### WHAT YOU WILL DO
Please copy out the lines in the entries that contain "street".

### DATA SHOWN

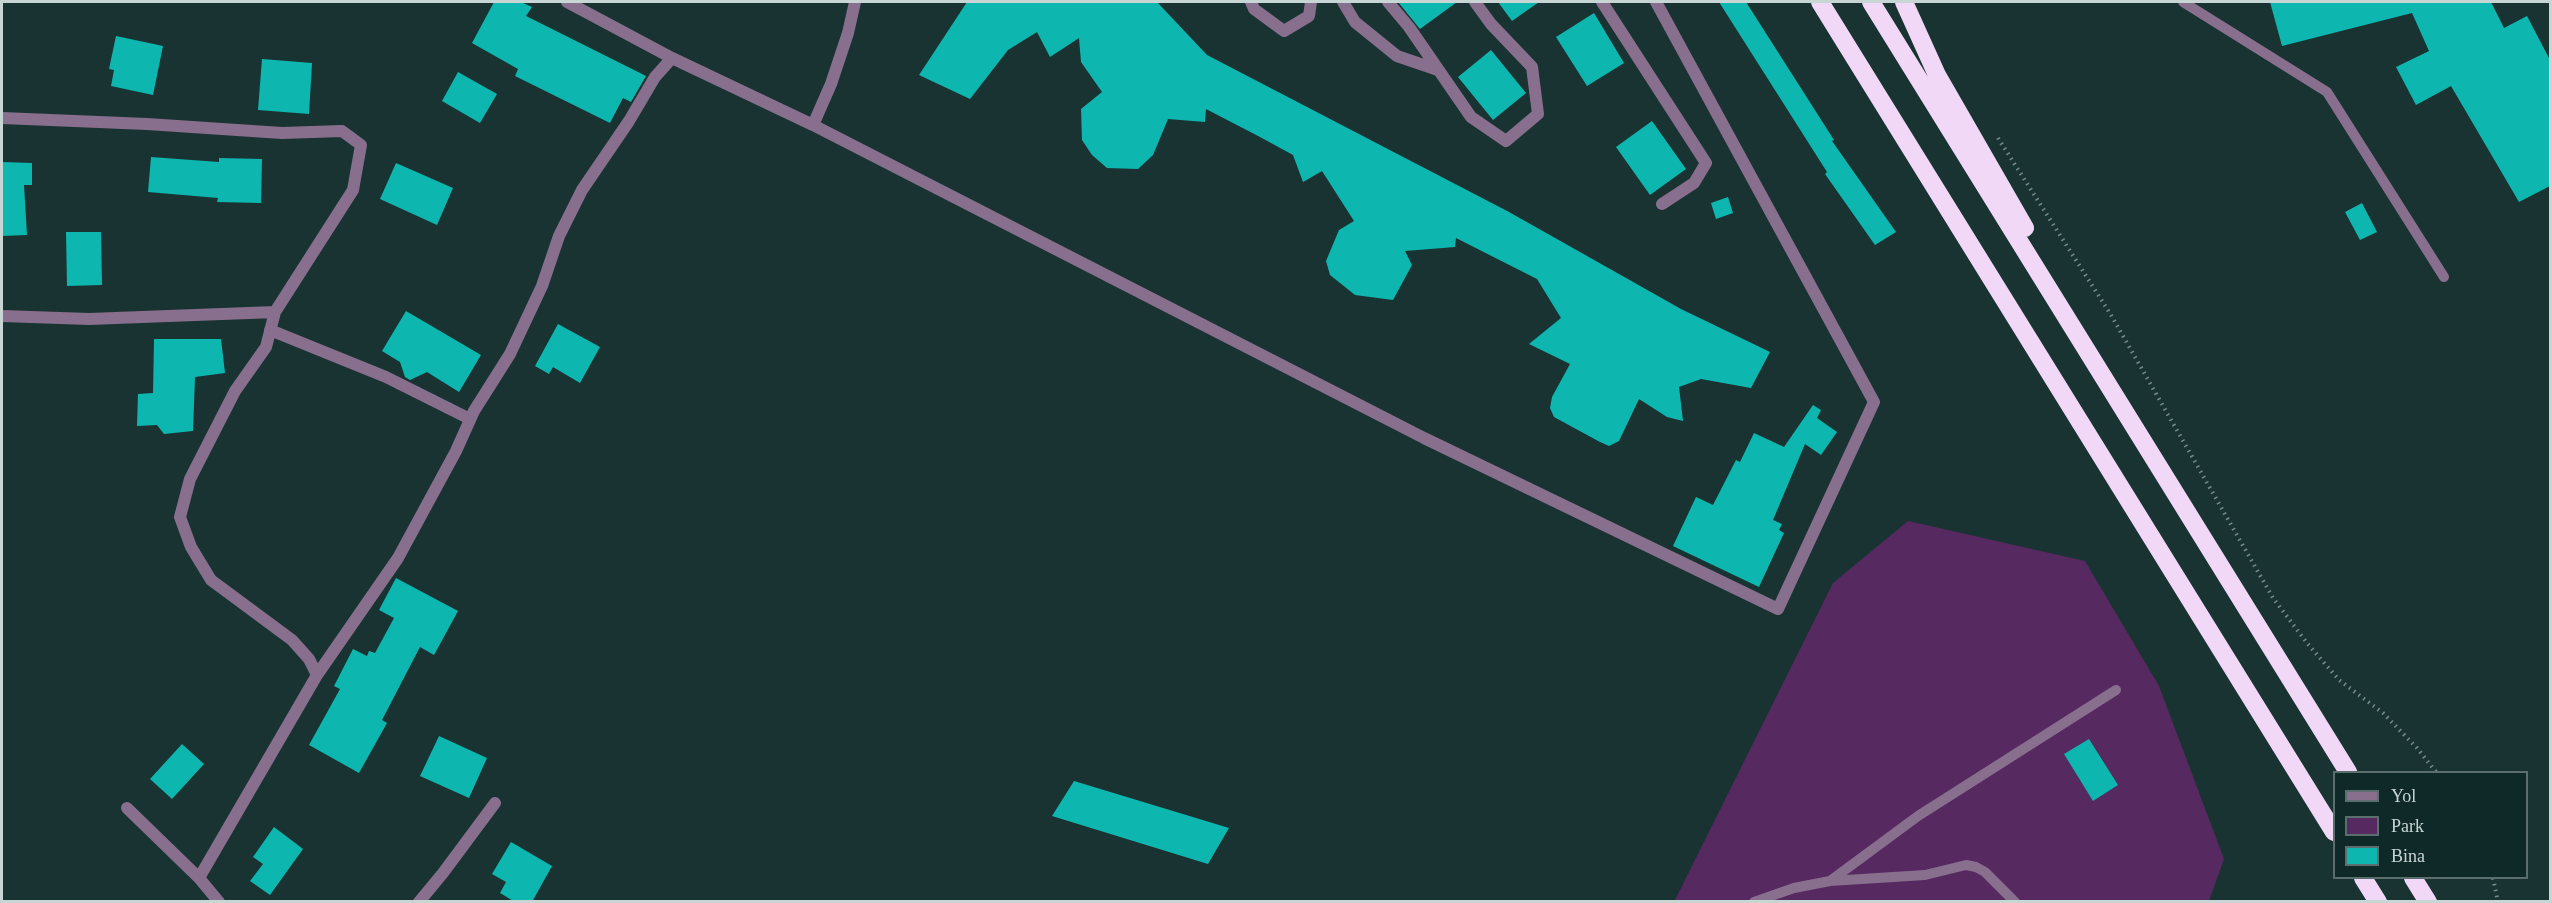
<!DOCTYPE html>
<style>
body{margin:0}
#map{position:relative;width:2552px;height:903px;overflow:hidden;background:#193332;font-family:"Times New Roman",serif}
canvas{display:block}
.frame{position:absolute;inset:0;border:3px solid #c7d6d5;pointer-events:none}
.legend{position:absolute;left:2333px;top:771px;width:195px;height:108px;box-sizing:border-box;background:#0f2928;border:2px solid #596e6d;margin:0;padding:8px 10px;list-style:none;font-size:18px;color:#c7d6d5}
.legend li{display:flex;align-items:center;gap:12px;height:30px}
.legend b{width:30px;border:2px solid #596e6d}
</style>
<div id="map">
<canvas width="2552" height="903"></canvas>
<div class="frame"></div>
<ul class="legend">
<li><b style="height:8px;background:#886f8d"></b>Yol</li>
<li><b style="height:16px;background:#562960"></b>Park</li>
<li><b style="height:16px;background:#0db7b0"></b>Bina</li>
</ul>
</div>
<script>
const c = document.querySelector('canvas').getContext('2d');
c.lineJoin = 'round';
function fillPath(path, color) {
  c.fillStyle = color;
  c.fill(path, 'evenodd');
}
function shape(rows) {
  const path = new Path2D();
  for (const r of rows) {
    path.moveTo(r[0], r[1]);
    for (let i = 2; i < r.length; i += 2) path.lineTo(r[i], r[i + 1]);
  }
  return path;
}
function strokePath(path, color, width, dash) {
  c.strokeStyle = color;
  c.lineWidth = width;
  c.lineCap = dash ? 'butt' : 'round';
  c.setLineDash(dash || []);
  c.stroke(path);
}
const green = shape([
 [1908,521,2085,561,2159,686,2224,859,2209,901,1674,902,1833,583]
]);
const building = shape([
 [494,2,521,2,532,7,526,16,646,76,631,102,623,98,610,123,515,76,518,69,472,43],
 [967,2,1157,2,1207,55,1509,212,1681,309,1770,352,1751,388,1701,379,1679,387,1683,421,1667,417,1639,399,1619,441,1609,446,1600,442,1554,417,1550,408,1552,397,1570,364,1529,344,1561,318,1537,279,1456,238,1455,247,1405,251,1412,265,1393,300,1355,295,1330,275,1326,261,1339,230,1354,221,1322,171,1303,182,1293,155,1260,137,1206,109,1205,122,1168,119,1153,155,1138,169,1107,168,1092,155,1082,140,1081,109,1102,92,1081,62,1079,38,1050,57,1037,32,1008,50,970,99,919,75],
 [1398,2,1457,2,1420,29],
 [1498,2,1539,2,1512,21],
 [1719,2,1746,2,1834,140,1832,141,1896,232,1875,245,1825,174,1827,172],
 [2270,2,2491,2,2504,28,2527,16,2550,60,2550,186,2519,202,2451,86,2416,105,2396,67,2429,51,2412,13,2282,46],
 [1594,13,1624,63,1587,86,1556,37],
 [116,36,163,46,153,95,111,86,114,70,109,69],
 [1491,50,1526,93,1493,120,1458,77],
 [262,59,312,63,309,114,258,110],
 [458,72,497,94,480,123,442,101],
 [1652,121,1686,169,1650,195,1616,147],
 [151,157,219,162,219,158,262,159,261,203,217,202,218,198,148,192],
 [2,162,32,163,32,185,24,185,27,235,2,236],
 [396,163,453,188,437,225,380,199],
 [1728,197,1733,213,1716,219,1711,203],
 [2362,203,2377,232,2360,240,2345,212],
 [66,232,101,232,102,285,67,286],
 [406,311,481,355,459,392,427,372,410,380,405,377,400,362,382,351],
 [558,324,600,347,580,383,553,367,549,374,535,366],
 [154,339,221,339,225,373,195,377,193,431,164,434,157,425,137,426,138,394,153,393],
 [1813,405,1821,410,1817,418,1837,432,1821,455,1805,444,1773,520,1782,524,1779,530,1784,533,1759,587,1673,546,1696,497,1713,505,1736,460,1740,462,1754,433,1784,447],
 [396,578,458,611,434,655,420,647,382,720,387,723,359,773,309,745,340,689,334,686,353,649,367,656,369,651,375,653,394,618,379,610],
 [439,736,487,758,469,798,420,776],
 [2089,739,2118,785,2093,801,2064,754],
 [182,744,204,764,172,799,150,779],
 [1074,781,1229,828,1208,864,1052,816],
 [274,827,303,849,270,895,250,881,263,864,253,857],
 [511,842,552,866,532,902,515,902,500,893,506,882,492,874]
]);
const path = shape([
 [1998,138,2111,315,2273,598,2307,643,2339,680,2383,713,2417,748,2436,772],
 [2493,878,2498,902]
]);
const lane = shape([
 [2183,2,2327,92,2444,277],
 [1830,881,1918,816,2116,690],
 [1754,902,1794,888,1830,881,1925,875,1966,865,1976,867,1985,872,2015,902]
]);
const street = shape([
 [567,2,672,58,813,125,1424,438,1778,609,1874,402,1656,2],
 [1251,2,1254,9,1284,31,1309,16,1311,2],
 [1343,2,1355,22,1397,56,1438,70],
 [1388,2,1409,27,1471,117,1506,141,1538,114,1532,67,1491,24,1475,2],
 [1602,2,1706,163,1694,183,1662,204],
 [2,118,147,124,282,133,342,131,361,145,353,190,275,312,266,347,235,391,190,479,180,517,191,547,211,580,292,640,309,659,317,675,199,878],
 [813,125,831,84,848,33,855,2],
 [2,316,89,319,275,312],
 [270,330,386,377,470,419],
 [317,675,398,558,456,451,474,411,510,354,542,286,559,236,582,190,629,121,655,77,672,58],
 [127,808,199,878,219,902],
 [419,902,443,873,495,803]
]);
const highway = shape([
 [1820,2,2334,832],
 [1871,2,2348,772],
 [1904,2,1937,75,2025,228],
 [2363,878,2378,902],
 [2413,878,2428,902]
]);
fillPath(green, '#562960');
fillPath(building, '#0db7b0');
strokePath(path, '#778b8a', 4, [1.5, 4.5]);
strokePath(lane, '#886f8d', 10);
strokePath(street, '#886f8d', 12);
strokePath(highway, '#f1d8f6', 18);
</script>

### TASK ANSWER
const street = shape([
strokePath(street, '#886f8d', 12);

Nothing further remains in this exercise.